1. How long can you keep a dead dog?
Most states require burial, cremation, or disposing of a dead dog’s body within 24 to 48 hours. Dog’s that will be buried in pet cemeteries can stay a little longer as it can take days to arrange for a burial.
2. Should you bury your dog in a plastic bag
No, it takes years for plastic to decompose and is not environmentally friendly. It’s recommended to bury a pet in a biodegradable bag or box. Most coffins are made of wood and will degrade much faster than plastic and are also environmentally friendly.
3. Is it better to cremate or bury a pet?
Although this is a personal decision, most pet owners choose cremation over burial because it’s more convenient, and cheaper, and you can keep your pet’s cremains in an urn, including indoor and outdoor urns.
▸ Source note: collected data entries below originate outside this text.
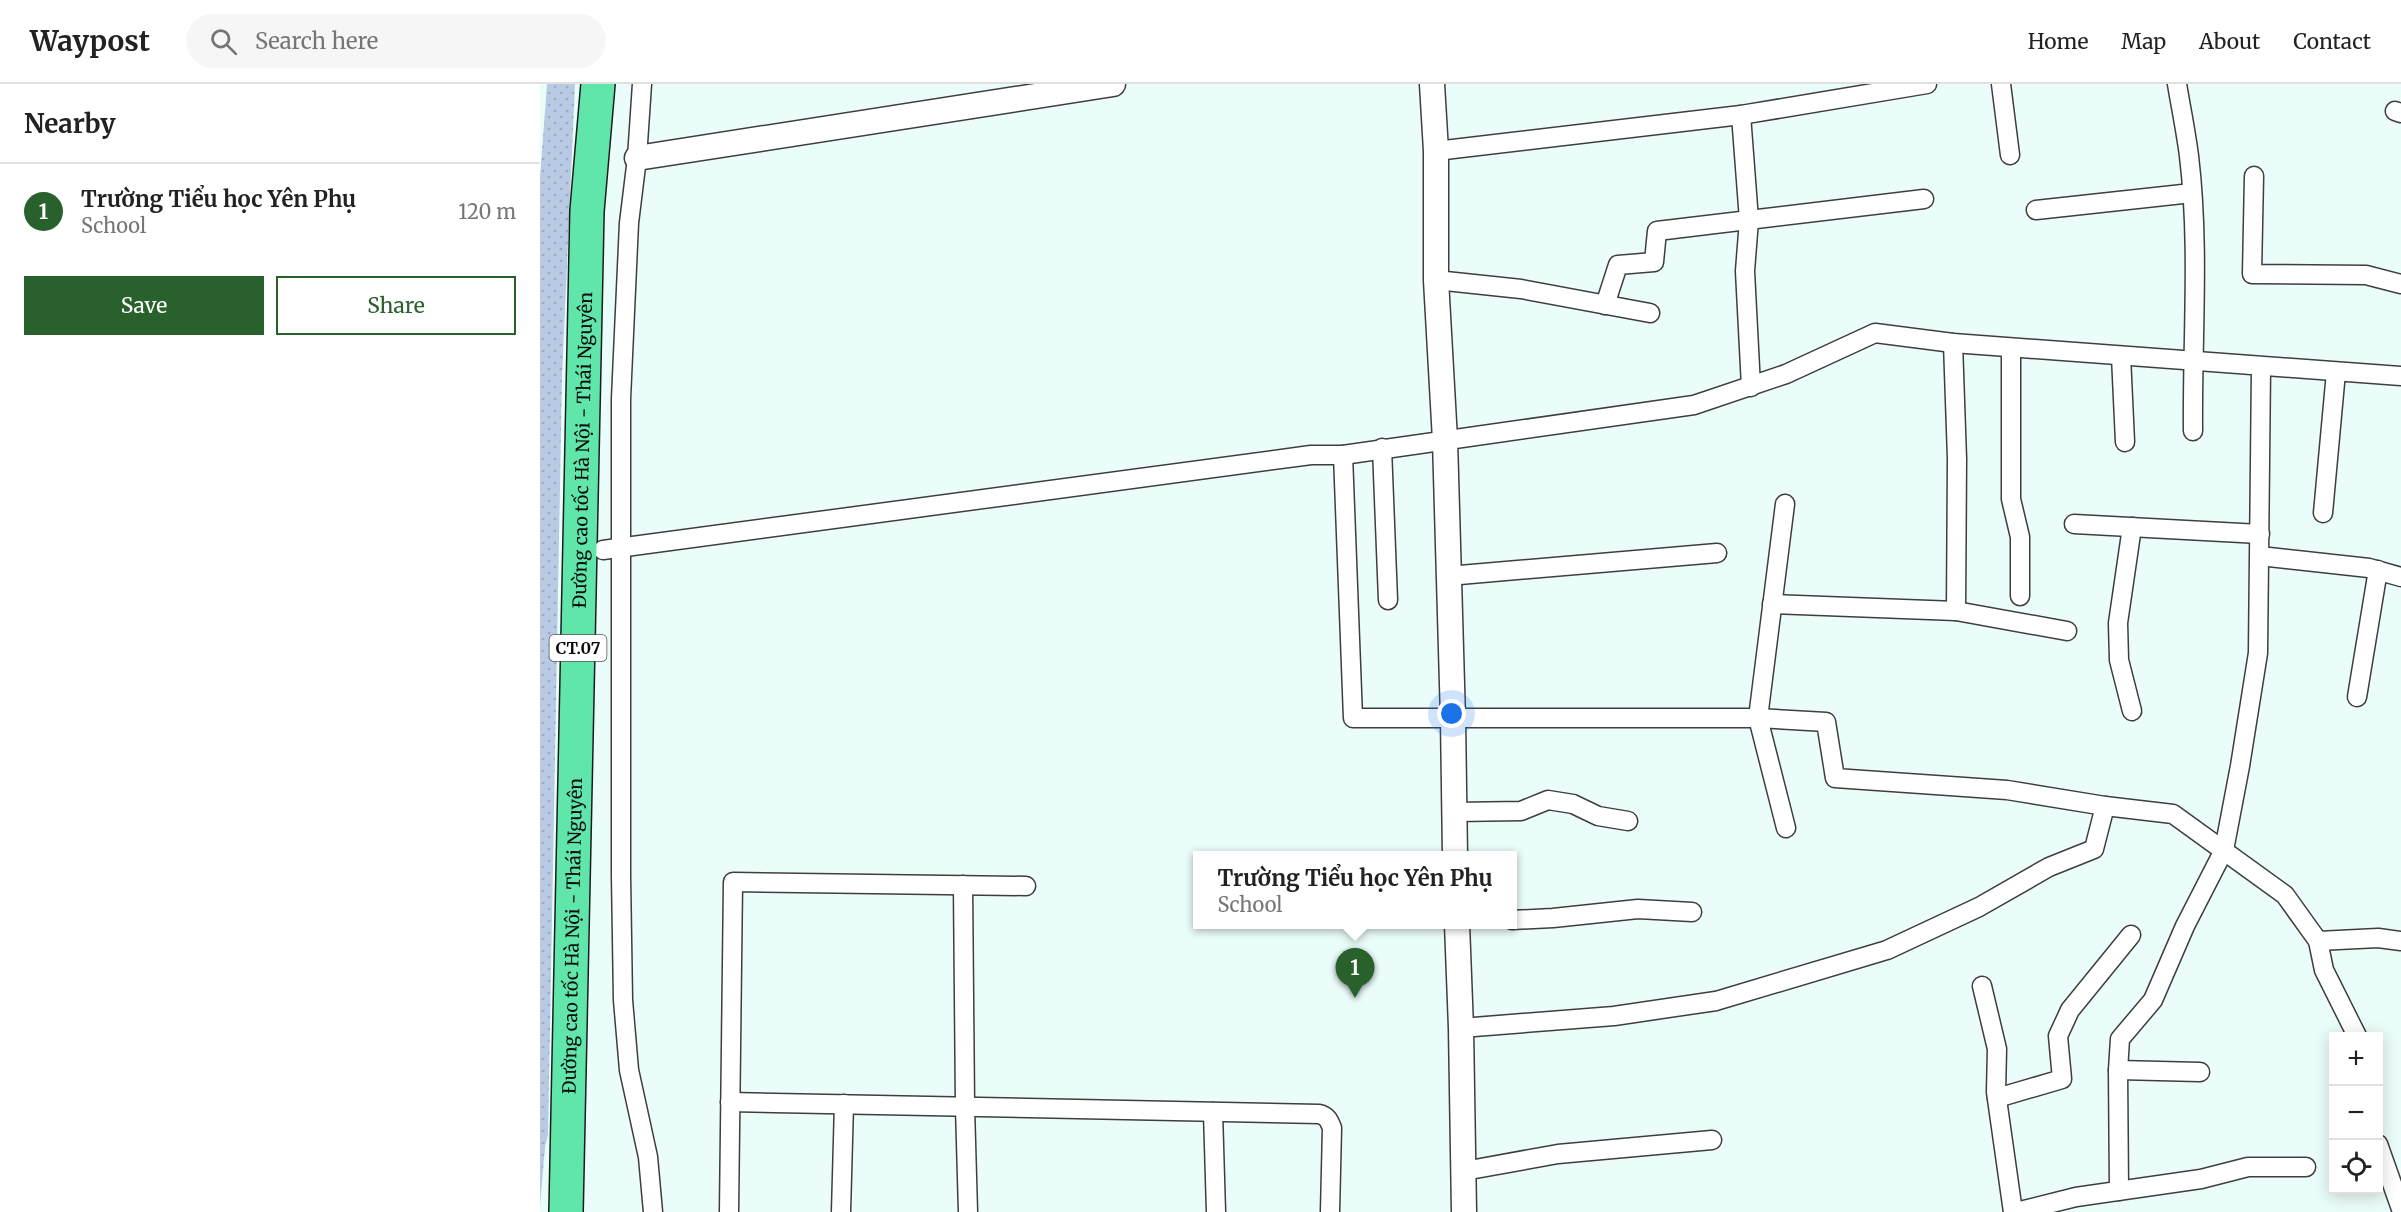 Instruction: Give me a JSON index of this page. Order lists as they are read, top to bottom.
{
  "streets": {
    "highway": ["Đường cao tốc Hà Nội - Thái Nguyên", "CT.07"]
  },
  "page": {
    "header": "Waypost",
    "search": "Search here",
    "nav": [
      "Home",
      "Map",
      "About",
      "Contact"
    ],
    "heading": "Nearby",
    "list": [
      {
        "mark": "1",
        "name": "Trường Tiểu học Yên Phụ",
        "note": "School",
        "value": "120 m"
      }
    ],
    "buttons": ["Save", "Share"],
    "popup": ["Trường Tiểu học Yên Phụ", "School"],
    "pins": "1",
    "map_buttons": ["+", "−"]
  }
}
4. How much does it cost to bury a pet in a pet cemetery
The cost of burying a pet varies ranging from $500 to $5000. Determining factors include where you live, the cemetery you choose, your choice of casket, and your choice of additional services such as a memorial service, headstone, pawprint keepsake, etc.
While it is legal in many states to bury a dog in the backyard, you need to take your time to understand all the regulations should follow. You can also consider having your pet’s body cremated then keep the cremains in an urn.